To further explore the function of circUHRF1 in HCC, we used the pLO5-ciR-circUHRF1 lentivirus vector to upregulate the expression of circUHRF1 in PLC/PRF/5 cells. qRT-PCR results showed that the circUHRF1 levels in PLC/PRF/5 cells transfected with pLO5-ciR-circUHRF1 were significantly higher than those in the cells transfected with pLO5-ciR-Mock (Fig. 6a). Importantly, exosomes derived from HCC cells transfected with pLO5-ciR-circUHRF1 had higher levels of circUHRF1 than those derived from pLO5-ciR-Mock-transfected HCC cells (Fig. 6b). Next, we generated a NOD/SCID mouse model (injected with NK cells derived from healthy donors) of tumor lung metastasis using PLC/PRF/5 cells. The results showed that the number of metastatic tumor nodules induced by PLC/PRF/5 cells transfected with pLO5-ciR-circUHRF1 was significantly increased compared with that induced by HCC cells transfected with pLO5-ciR-Mock (Fig. 6c). Importantly, the mice with tumor lung metastases derived from PLC/PRF/5 cells with forced circUHRF1 expression showed an increased circUHRF1 level in serum exosomes (Fig. 6d). Additionally, the number of NKG2D-positive cells in metastatic tumor nodules induced by HCC cells transfected with pLO5-ciR-circUHRF1 was significantly decreased compared with that in tumors induced by HCC cells transfected with pLO5-ciR-Mock (Fig. 6e). These results indicate that circUHRF1 promotes HCC progression in an exosome- and NK cell-dependent manner.

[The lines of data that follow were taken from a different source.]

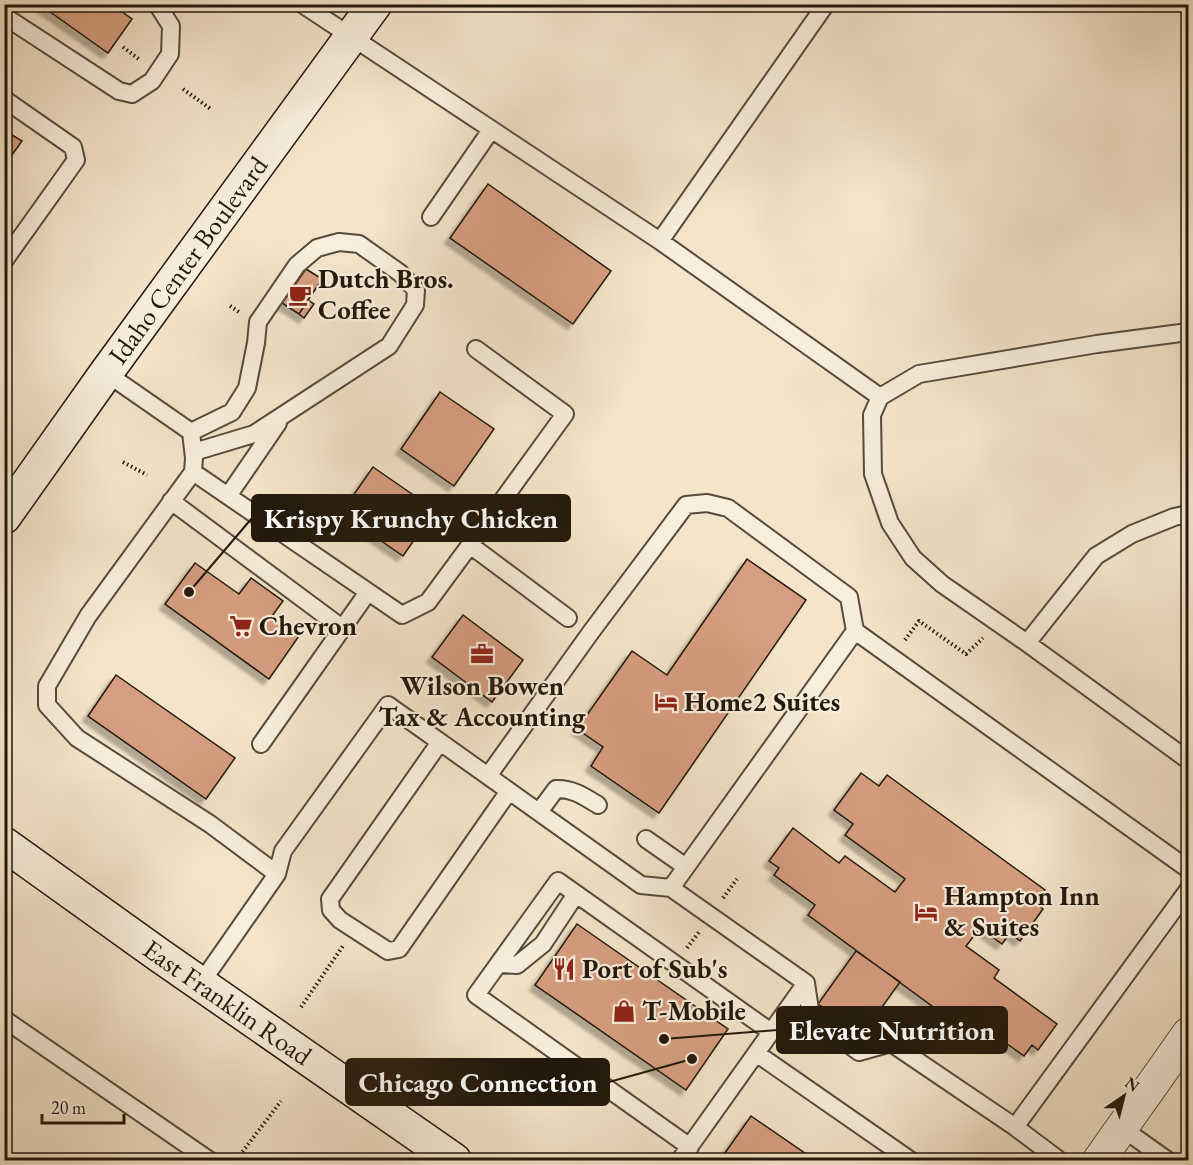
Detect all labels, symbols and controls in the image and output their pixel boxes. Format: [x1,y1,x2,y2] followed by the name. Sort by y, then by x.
[100,149,276,371] street label: Idaho Center Boulevard
[318,261,454,327] place label: Dutch Bros. Coffee
[287,282,313,308] cafe icon: Dutch Bros. Coffee
[252,495,570,541] callout: Krispy Krunchy Chicken
[264,500,558,536] text: Krispy Krunchy Chicken
[259,608,357,643] place label: Chevron
[228,613,254,639] supermarket icon: Chevron
[469,641,495,667] office icon: Wilson Bowen Tax & Accounting
[379,668,586,734] place label: Wilson Bowen Tax & Accounting
[684,684,840,719] place label: Home2 Suites
[653,689,679,715] hotel icon: Home2 Suites
[944,878,1100,944] place label: Hampton Inn & Suites
[913,899,939,925] hotel icon: Hampton Inn & Suites
[136,931,319,1073] street label: East Franklin Road
[582,951,728,986] place label: Port of Sub's
[551,956,577,982] restaurant icon: Port of Sub's
[642,993,746,1028] place label: T-Mobile
[611,998,637,1024] shop icon: T-Mobile
[777,1007,1007,1053] callout: Elevate Nutrition
[789,1012,995,1048] text: Elevate Nutrition
[346,1059,609,1105] callout: Chicago Connection
[358,1064,598,1100] text: Chicago Connection
[1094,1066,1154,1126] north arrow
[1121,1072,1144,1096] text: N
[42,1087,124,1125] scale bar
[51,1096,86,1119] text: 20 m

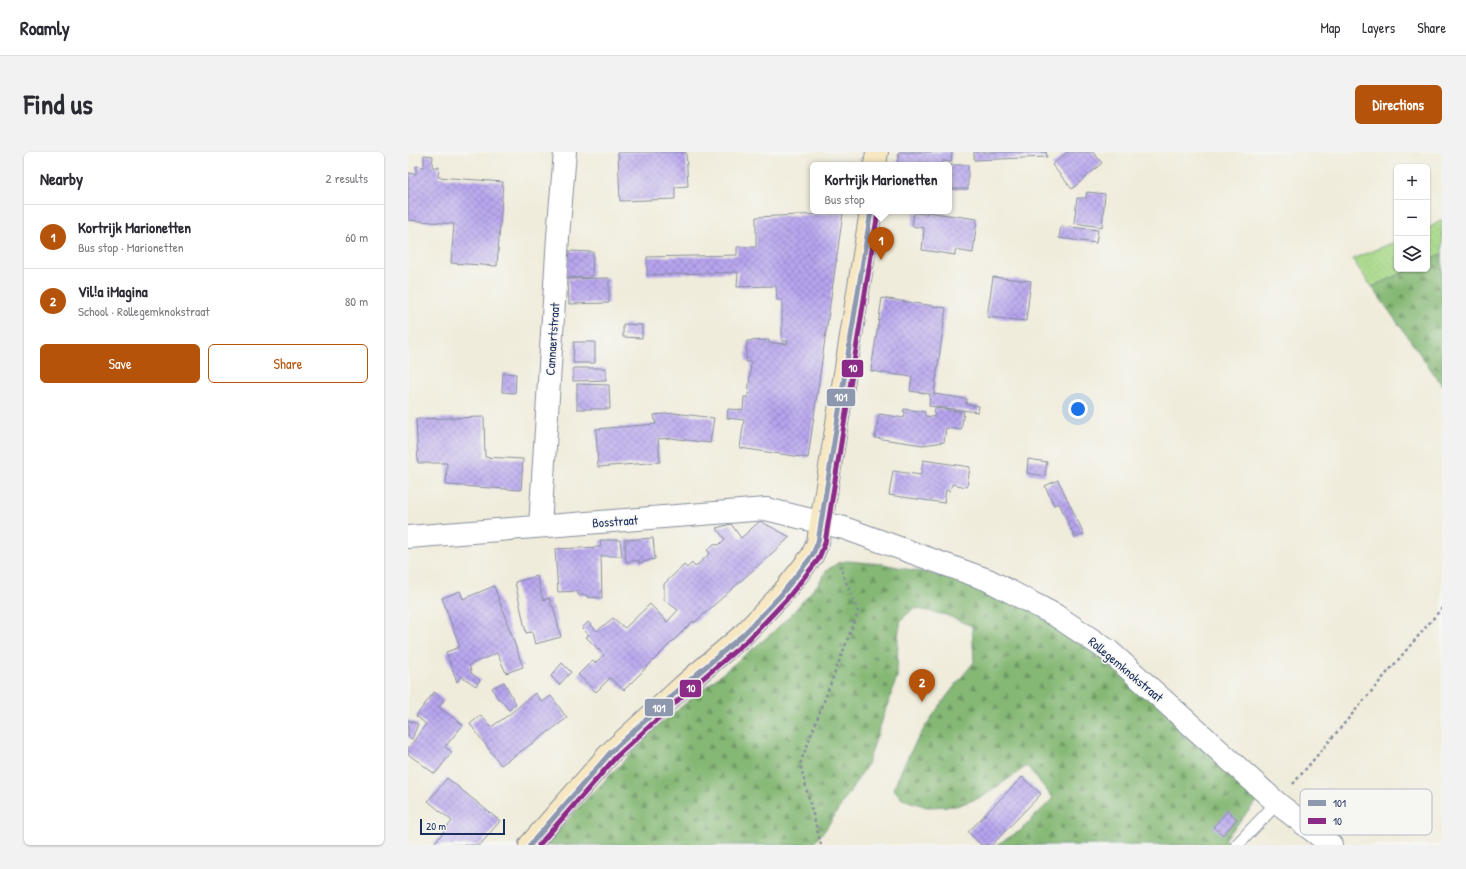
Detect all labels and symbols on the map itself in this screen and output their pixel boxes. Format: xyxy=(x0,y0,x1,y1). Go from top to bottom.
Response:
pin: 1 xyxy=(868,227,894,260)
street label: Cannaertstraat xyxy=(540,302,564,376)
line badge: 10 xyxy=(841,359,864,378)
text: 10 xyxy=(849,361,858,375)
line badge: 101 xyxy=(826,388,856,407)
text: 101 xyxy=(835,390,847,404)
your location xyxy=(1068,399,1088,419)
street label: Bosstraat xyxy=(591,510,639,532)
street label: Rollegemknokstraat xyxy=(1085,632,1168,706)
pin: 2 xyxy=(909,669,935,702)
line badge: 10 xyxy=(679,679,702,698)
text: 10 xyxy=(687,681,696,695)
line badge: 101 xyxy=(644,698,674,717)
text: 101 xyxy=(653,701,665,715)
legend xyxy=(1300,789,1432,835)
text: 101 xyxy=(1333,796,1346,810)
text: 10 xyxy=(1333,814,1342,828)
scale bar xyxy=(420,817,505,836)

Because forced circUHRF1 expression suppresses NK cell function in HCC, we next evaluated whether circUHRF1 overexpression can further impede the antitumor effect of anti-PD1 therapy (Opdivo). Therefore, we analyzed retrospective data from 30 HCC patients with recurrent distant metastasis (including lung metastasis) receiving anti-PD1 immunotherapy who had undergone liver resection 2–36 months before immunotherapy. After six therapy cycles, the efficacy was assessed using CT. Based on RECIST1.1 analysis, the results showed that there were 3 patients with partial response (PR), 7 patients with stable disease (SD), and 20 patients with progressive disease (PD) (Additional file 3: Supplementary Fig. 6). Then, circUHRF1 expression levels were measured, and the results indicated that the circUHRF1 expression levels in the PD group were much higher than those in the SD and PR groups (Fig. 7a). To further explore the relationship between circUHRF1 and immune evasion, we examined the expression of NKG2D in tissues from 30 HCC patients. The number of NKG2D-positive cells in HCC patients resistant to anti-PD1 therapy was significantly reduced compared with that in HCC patients susceptible to anti-PD1 therapy (Fig. 7b). A scatter plot analysis revealed a negative correlation between circUHRF1 expression and NKG2D-positive cell number in HCC tissues (R² = 0.1452; P = 0.0377) (Fig. 7c). To further assess the effects of circUHRF1 on resistance to anti-PD1 therapy, we established a xenograft model by subcutaneous implantation of circUHRF1-knockdown HCCLM3 cells or the respective negative control cells. The results indicated that the implantation of circUHRF1 knockdown cells resulted in sensitivity to anti-PD1 treatment and an increase in the overall survival rate (Fig. 7d-f). Taken together, these findings indicate that forced circUHRF1 expression might impede the response of HCC to anti-PD1 treatment and that targeting circUHRF1 might be a promising and effective method to recover the sensitivity of HCC to anti-PD1 therapy.